ADD REPLY • link 3.5 years ago by GenoMax 153k

1

Entering edit mode

3.5 years ago

d-cameron ★ 3.0k

So my question is, are not all duplicated reads removed when applying removal duplicated algorithms?

They are not. samtools rmdup and picard MarkDuplicates both use read alignments to determine duplicate reads. If two reads with identical sequence are mapped to different locations in the genome (e.g. they come from a L1HS LINE element, or an alpha satellite repeat) then the duplicate removal tools will fail to remove them. Last time I checked, they also had problems correctly reduplicating split read alignments.

This doesn't explain a 15% vs 50% difference though. Did you do any fastq compression? Tools like BBMap clumpify.sh will reorder the fastq so similar sequences appear near each other - an approach that doesn't play nicely with a duplication rate estimation tool that expects the reads to be random.

why is there a pick between 9 and >10

Because >10 contains 11,12,13,14,15,...,50. That peaks is what you would expect to see based on the duplicate profile we observe for the 1-9 bins in that plot.

ADD COMMENT • link 3.5 years ago by d-cameron ★ 3.0k

0

Entering edit mode

are you sure what you post here?

So if no genome available those tools can't do anything? Moreover, if two reads have the exact same sequence they should align to the same region unless they assigned random because no unique mapping exists.

ADD REPLY • link 3.5 years ago by lieven.sterck 15k

1

Entering edit mode

So if no genome available those tools can't do anything?

Correct. Duplicate marking tools such as samtools & picard use a sorted BAM file as input. If there is no genome then those tool will indeed fail to run because the input file isn't going to be in a valid format.

if two reads have the exact same sequence they should align to the same region unless they assigned random because no unique mapping exists.

No popular aligner uses this approach. They will either a) not map them (if the entire read consists of very highly abundant sequences above the aligner-defined seeding threshold (bwa mem default is 500)), or b) randomly assign to one of the homologs. The reason aligners don't systematically assign to the same location is because it stuffs up CNV calling. If they did what you are suggesting, the coverage of a diploid genome would go haywire at every repeat. The 'random' assignment is usually a determinist pseudo-random one so rerunning on the same input fastq will always give you the same alignments.

ADD REPLY • link 3.5 years ago by d-cameron ★ 3.0k

score 2 · Accepted Answer · 2022-03-14

The issue here is a somewhat hidden (in plain sight, but hidden anyways) feature of FastQC and Istvan's code: duplicates are estimated over the first 50 bp of a read, the rest is ignored - actually, FastQC and Istvan's implementations probably are not identical, as we will see bellow.

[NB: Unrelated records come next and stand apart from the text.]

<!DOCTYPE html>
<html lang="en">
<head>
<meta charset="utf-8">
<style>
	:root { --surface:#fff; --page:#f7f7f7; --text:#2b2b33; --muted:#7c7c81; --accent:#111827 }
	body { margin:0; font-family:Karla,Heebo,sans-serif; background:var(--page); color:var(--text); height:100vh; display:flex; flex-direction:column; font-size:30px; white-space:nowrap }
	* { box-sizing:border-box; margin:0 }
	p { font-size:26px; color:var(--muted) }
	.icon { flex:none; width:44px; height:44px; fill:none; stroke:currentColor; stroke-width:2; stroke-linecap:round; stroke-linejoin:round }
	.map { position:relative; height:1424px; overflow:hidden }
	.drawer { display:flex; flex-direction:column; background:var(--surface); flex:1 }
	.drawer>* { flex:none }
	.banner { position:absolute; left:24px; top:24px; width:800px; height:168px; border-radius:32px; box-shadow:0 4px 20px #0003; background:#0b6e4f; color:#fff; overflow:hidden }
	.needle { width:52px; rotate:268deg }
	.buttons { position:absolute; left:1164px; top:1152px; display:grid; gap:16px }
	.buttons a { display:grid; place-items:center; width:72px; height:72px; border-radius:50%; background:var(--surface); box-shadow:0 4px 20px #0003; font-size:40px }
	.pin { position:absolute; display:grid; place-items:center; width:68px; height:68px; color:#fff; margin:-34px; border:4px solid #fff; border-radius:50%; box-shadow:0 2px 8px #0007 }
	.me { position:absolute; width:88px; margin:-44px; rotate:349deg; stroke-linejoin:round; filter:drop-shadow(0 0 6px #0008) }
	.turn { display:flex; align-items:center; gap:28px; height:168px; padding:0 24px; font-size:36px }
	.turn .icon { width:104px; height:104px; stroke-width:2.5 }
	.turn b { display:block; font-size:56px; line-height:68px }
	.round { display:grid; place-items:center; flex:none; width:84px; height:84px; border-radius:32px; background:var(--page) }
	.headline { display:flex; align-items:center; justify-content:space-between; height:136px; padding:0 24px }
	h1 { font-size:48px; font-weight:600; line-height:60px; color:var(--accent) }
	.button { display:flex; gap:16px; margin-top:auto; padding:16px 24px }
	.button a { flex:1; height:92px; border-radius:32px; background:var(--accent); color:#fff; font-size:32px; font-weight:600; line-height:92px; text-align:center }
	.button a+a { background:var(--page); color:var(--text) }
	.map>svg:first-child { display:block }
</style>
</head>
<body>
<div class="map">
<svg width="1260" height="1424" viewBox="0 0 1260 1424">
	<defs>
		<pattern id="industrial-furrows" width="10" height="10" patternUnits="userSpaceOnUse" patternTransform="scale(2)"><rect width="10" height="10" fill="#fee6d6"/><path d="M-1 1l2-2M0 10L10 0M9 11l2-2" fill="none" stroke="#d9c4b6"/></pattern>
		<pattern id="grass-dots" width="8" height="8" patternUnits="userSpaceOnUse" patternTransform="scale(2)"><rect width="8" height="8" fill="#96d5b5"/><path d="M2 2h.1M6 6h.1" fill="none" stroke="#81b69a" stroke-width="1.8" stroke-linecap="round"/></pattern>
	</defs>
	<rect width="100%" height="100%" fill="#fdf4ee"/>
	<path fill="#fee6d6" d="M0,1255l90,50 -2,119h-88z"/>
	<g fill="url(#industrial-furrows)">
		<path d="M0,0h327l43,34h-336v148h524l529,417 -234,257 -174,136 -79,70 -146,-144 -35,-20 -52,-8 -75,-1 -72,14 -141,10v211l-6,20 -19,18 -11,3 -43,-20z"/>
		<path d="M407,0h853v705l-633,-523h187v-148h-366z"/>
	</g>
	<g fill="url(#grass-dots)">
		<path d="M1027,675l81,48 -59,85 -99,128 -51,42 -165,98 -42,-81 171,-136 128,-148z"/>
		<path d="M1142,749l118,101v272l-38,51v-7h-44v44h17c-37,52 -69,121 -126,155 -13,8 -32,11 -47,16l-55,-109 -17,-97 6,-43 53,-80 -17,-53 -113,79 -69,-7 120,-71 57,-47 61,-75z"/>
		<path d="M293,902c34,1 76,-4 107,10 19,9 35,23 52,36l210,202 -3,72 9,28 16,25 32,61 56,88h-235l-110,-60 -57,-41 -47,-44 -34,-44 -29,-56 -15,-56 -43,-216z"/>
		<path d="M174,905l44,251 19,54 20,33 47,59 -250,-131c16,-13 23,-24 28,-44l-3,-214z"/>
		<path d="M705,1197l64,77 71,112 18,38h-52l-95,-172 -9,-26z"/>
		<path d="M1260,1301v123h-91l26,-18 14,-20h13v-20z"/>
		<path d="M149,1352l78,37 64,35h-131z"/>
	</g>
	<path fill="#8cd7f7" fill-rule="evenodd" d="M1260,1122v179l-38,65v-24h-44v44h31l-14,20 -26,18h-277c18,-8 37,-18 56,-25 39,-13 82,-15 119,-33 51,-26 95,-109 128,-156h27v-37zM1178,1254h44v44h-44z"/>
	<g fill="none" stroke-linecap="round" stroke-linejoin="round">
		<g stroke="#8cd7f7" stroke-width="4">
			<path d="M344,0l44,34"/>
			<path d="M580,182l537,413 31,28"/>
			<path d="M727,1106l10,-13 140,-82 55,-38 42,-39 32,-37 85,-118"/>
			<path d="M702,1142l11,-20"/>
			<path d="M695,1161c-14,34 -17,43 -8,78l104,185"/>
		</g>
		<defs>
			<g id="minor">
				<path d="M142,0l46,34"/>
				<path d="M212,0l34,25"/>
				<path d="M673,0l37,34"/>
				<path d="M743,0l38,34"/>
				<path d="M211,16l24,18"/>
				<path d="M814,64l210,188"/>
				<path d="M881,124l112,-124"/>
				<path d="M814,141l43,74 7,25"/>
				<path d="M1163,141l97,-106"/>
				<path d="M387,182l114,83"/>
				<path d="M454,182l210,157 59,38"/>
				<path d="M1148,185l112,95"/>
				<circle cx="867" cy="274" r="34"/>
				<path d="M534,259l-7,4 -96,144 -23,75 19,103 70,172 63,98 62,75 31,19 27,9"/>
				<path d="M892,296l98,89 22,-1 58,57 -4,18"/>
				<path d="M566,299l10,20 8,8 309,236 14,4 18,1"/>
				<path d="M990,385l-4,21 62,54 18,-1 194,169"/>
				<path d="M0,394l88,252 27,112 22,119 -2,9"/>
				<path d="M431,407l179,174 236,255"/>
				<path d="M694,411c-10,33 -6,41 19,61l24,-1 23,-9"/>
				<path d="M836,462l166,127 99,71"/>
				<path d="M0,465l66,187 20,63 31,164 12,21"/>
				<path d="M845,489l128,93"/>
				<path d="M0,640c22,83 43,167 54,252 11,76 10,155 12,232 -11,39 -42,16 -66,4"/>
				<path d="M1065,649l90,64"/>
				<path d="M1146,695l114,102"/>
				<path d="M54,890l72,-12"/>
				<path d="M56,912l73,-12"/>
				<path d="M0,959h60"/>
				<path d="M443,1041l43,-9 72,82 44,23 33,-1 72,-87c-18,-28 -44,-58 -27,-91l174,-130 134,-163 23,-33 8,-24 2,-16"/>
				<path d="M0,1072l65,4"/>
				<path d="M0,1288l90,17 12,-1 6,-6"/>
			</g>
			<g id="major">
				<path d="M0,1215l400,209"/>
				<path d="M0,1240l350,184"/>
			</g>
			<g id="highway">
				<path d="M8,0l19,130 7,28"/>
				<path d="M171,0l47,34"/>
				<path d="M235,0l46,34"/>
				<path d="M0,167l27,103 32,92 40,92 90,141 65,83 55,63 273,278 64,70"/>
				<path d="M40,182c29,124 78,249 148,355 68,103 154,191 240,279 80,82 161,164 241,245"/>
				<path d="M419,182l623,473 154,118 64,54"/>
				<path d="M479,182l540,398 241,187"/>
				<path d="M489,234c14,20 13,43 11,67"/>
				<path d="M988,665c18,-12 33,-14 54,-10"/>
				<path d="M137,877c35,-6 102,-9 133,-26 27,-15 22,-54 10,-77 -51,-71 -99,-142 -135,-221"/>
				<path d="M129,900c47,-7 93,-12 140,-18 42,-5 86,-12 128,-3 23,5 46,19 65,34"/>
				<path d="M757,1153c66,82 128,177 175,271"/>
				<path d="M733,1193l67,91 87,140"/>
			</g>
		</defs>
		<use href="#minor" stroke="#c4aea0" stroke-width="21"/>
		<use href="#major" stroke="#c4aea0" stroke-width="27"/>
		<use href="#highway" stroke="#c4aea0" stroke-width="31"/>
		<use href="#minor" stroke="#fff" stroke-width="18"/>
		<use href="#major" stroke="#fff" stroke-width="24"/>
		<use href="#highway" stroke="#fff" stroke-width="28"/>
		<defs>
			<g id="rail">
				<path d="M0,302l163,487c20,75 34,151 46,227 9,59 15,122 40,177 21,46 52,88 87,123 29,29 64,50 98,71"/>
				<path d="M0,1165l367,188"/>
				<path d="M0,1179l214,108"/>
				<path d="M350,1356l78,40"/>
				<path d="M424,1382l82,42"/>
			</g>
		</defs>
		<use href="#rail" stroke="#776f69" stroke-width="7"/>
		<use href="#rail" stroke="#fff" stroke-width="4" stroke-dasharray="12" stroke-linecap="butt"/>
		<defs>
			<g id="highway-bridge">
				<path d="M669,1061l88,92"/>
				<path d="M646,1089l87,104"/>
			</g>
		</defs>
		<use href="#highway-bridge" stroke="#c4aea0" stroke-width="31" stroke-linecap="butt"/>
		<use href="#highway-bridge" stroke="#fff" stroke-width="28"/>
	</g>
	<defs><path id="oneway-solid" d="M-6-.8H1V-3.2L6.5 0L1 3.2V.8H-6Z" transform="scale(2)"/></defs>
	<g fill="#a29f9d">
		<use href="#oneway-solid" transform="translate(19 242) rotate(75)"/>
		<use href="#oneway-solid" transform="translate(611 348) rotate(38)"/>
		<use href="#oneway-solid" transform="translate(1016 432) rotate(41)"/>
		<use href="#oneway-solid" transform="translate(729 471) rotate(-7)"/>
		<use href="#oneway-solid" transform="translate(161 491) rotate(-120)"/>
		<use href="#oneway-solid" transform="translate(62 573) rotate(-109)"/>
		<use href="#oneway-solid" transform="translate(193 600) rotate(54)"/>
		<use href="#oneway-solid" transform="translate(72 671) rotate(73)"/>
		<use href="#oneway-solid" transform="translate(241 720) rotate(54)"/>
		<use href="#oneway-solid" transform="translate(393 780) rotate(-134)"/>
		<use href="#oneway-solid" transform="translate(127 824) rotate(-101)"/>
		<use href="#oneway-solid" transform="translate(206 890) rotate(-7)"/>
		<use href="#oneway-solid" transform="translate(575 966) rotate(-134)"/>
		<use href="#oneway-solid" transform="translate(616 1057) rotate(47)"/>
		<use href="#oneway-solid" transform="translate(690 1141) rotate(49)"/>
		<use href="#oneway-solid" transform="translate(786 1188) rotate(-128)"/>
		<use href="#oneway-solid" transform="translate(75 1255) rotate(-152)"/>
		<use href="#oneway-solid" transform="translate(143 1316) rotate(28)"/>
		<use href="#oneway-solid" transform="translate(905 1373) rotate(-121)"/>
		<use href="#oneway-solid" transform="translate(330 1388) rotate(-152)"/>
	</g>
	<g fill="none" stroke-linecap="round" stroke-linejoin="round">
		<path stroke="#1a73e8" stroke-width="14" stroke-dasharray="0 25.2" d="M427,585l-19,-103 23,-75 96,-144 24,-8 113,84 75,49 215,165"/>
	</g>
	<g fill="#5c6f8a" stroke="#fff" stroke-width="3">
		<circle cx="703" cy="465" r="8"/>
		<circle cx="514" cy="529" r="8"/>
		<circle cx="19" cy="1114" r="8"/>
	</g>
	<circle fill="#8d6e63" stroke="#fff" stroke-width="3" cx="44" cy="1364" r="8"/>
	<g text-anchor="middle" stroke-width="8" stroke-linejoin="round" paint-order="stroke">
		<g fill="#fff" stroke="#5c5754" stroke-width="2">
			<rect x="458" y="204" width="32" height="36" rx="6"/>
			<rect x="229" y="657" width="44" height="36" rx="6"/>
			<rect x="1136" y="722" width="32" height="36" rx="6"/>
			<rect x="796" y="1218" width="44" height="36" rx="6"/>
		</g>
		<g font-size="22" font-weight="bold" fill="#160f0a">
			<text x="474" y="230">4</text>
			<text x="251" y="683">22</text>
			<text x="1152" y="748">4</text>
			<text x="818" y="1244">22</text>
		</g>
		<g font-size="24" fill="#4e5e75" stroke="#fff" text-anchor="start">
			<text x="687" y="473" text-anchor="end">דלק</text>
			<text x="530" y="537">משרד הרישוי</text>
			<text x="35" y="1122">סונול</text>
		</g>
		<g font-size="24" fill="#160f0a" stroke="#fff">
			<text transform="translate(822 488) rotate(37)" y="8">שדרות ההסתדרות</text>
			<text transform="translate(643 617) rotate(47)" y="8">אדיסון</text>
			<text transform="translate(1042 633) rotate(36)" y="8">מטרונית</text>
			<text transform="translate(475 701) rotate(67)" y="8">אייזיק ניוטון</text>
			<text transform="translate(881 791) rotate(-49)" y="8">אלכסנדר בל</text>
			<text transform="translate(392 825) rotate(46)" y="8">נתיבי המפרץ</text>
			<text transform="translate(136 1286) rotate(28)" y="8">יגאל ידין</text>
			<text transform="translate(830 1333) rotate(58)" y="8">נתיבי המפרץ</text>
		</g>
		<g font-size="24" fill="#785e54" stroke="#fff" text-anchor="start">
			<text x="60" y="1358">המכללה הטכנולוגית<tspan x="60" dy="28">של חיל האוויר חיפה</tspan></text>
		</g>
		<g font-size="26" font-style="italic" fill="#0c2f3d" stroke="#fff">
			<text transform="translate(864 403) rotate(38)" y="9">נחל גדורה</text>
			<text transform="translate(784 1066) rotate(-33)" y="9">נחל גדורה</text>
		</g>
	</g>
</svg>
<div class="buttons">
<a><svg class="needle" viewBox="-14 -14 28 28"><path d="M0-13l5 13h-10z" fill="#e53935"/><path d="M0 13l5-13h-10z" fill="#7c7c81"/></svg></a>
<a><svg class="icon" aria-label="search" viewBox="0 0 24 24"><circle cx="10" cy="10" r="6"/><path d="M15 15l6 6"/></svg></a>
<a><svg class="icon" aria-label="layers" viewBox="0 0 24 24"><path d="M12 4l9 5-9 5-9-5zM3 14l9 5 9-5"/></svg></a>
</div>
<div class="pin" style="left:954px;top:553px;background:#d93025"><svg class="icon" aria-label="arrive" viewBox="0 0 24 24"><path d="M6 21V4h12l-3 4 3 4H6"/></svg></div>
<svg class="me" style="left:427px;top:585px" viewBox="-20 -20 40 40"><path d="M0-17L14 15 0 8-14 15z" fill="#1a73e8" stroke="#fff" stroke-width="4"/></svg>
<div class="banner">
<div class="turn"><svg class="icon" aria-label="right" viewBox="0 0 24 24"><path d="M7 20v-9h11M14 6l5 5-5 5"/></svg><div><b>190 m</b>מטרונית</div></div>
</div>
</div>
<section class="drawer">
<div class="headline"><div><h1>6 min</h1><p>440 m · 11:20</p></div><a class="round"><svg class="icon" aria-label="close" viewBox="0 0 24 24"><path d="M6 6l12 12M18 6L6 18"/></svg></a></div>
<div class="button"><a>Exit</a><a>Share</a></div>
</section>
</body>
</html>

The FastQC docs have a verbal description of the details of the duplication module. Two important parts are:

To cut down on the memory requirements for this module only sequences which first appear in the first 100,000 sequences in each file are analysed

Because the duplication detection requires an exact sequence match over the whole length of the sequence, any reads over 75bp in length are truncated to 50bp for the purposes of this analysis.

Istvan's code says the fastq file has been processed with:

cat data.fq \
  | bioawk -c fastx '{ print substr($seq,1, 50) } ' \
  | sort \
  | uniq -c \
  | sort -k1,1 -rn \
  > data.uniq.txt

This states every read of the fastq file has been cut down to 50 bp to perform the analysis - in opposition to FastQC's, which processes the first 100K reads, with reads longer than 75 bp being cut down to 50 bp.

Anyways, and to reinforce the point, FastQC and Istvan's duplicate estimation do not take into account the whole read, so may show duplicates even if the original fastq does not contain duplicates.